**Exercise prompt**:
Look through the listing and locate every line containing the word "translate"; copy those lines.

**Supplied material**:
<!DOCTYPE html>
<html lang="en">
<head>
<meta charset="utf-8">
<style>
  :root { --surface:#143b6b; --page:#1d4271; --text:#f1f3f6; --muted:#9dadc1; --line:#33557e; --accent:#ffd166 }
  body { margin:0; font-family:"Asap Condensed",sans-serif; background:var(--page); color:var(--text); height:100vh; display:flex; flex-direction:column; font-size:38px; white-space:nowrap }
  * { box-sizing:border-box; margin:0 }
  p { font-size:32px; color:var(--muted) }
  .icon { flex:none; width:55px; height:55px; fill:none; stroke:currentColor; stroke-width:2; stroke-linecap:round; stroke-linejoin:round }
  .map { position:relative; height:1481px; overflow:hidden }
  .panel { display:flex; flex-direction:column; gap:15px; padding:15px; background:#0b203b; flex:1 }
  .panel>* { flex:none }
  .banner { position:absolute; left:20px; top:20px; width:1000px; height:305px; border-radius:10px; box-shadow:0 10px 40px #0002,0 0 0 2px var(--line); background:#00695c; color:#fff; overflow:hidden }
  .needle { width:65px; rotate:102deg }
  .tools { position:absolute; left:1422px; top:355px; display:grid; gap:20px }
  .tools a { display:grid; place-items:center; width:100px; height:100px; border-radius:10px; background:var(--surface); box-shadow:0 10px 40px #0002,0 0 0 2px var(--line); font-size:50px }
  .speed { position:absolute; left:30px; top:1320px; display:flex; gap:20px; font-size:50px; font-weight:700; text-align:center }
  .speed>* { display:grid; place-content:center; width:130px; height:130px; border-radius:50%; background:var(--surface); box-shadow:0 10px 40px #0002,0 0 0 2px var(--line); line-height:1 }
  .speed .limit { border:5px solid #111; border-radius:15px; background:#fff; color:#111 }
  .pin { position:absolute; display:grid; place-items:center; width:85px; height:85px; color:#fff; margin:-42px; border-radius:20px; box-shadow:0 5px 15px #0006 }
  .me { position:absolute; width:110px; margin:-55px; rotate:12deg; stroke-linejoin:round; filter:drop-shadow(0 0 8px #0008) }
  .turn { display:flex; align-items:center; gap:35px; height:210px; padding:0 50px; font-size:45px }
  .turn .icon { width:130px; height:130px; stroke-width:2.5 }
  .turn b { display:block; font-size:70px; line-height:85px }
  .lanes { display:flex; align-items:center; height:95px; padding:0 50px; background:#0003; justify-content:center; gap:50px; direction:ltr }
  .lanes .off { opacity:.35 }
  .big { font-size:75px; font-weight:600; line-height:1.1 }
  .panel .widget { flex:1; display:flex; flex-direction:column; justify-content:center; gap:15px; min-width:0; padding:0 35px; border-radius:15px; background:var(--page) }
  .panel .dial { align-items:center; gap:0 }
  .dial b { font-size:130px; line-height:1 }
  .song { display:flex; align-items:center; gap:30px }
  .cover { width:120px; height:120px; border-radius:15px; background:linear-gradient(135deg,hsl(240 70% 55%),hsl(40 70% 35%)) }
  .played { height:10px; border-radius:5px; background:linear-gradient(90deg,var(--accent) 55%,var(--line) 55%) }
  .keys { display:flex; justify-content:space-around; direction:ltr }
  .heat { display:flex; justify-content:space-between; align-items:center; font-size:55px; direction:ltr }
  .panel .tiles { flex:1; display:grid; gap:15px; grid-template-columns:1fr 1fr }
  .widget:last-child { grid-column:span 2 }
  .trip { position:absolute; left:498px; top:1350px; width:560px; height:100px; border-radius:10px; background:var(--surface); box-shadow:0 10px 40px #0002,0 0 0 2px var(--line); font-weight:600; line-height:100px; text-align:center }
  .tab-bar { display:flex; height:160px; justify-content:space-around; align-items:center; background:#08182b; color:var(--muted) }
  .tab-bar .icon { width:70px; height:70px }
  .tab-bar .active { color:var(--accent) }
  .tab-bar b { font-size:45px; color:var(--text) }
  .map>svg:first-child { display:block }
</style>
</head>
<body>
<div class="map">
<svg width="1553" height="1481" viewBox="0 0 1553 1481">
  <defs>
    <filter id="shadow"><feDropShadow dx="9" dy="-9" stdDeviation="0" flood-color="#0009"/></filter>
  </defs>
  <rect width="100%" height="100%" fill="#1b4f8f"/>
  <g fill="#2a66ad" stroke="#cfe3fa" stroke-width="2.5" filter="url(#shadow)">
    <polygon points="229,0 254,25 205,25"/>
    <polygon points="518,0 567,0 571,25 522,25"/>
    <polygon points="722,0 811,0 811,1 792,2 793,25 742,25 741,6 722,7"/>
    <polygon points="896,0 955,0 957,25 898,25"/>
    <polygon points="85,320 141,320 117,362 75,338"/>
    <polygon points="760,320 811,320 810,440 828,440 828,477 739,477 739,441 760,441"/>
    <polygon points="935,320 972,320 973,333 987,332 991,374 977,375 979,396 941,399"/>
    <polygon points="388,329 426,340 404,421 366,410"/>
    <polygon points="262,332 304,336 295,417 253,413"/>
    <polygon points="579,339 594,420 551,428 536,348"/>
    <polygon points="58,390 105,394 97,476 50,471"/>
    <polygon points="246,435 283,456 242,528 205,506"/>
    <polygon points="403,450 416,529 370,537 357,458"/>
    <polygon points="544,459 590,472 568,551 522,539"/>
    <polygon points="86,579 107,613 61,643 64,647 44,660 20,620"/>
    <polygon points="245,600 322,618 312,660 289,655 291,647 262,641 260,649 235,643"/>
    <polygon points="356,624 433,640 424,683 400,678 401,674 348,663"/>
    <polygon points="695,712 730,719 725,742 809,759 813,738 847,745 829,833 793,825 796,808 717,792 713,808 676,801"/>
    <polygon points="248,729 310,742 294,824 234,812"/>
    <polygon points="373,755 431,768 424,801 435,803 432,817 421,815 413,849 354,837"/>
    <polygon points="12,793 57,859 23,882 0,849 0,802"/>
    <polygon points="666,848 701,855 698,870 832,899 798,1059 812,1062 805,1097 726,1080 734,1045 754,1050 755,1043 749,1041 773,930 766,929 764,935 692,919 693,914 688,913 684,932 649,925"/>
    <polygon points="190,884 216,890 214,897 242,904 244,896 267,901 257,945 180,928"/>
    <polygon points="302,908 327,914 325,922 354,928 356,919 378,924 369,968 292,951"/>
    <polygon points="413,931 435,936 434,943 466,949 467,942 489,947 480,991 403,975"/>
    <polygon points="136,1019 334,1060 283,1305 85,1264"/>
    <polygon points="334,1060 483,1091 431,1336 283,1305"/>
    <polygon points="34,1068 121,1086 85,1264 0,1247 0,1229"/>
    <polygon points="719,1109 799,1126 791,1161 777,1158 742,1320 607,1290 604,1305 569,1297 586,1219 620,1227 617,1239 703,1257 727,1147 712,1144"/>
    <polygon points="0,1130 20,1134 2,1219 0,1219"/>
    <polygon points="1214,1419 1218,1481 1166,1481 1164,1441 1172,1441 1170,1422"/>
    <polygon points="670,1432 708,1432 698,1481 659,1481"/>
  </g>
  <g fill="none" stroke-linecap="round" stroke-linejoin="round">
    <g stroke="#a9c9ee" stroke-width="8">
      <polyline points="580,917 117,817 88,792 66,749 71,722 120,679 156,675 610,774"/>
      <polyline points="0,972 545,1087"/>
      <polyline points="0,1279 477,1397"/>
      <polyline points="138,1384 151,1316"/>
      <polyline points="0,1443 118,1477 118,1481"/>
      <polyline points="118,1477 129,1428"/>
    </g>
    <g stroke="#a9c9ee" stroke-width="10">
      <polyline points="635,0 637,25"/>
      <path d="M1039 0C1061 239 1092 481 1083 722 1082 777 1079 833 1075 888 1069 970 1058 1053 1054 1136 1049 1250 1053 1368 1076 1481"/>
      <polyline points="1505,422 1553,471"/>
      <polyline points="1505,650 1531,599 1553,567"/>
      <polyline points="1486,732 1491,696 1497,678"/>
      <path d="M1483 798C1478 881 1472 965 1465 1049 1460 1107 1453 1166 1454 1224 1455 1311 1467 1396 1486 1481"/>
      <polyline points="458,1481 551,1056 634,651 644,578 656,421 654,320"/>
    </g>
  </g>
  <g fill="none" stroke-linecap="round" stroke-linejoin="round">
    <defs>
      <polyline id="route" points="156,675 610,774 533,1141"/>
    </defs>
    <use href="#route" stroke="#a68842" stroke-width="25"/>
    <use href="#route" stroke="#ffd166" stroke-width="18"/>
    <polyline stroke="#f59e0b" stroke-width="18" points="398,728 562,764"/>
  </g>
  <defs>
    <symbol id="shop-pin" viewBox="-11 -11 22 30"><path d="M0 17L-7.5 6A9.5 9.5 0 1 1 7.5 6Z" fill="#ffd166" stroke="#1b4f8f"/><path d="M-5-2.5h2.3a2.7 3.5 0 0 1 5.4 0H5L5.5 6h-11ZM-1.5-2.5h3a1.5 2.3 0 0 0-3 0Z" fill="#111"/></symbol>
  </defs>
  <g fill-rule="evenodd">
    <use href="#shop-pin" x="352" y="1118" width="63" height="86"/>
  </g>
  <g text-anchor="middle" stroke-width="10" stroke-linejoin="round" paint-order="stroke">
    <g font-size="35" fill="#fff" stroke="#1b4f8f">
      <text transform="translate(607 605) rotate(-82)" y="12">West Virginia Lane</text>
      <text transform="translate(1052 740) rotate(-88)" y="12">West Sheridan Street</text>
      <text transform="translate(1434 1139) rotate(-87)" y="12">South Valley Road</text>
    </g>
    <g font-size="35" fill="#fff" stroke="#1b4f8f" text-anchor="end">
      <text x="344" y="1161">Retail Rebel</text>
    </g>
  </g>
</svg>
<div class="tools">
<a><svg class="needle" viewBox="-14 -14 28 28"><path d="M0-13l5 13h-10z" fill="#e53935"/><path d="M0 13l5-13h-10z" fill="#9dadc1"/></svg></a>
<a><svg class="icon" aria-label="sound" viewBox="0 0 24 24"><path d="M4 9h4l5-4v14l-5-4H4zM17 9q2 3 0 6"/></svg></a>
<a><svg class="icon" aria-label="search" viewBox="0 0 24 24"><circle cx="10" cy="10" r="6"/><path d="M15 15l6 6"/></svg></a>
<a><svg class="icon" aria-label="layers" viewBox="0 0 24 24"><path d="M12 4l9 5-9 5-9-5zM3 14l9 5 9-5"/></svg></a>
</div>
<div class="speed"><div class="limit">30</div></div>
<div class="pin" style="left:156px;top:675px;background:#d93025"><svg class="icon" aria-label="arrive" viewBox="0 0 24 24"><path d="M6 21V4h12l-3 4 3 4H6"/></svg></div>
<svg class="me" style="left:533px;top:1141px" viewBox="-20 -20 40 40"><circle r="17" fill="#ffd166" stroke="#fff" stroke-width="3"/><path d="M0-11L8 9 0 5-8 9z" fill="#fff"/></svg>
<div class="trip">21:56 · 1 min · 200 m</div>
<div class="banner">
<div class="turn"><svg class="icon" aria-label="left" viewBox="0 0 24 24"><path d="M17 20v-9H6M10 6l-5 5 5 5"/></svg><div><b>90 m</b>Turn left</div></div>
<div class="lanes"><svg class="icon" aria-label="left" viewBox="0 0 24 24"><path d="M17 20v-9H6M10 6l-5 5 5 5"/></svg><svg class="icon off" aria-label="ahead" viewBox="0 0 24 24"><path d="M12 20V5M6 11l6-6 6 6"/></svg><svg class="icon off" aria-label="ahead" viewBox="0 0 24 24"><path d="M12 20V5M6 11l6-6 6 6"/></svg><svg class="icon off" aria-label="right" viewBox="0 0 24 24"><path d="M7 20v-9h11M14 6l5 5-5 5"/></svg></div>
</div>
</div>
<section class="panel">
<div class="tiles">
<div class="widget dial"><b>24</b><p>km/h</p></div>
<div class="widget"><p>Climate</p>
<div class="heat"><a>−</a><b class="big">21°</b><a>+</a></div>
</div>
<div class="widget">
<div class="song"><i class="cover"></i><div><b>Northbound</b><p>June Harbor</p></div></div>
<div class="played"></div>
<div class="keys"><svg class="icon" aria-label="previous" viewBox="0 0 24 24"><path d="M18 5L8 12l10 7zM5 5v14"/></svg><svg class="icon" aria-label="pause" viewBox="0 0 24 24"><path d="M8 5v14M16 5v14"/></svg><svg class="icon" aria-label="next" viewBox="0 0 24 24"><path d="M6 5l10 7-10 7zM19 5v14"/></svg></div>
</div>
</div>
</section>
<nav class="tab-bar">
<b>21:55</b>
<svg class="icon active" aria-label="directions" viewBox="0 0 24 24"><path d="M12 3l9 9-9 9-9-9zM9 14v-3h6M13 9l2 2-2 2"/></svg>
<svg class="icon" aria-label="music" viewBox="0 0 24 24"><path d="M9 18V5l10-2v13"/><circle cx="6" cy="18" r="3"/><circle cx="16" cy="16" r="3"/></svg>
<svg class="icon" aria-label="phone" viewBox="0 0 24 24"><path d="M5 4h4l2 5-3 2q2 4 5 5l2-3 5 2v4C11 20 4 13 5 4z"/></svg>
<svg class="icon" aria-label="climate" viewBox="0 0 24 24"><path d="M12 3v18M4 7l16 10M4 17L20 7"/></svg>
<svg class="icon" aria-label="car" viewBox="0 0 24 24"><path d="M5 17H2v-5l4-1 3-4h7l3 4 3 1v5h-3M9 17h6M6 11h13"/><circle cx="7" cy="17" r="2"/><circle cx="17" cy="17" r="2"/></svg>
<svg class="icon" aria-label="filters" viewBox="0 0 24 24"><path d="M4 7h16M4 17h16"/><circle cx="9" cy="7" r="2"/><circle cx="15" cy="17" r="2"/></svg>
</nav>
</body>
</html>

**Solved problem**:
      <text transform="translate(607 605) rotate(-82)" y="12">West Virginia Lane</text>
      <text transform="translate(1052 740) rotate(-88)" y="12">West Sheridan Street</text>
      <text transform="translate(1434 1139) rotate(-87)" y="12">South Valley Road</text>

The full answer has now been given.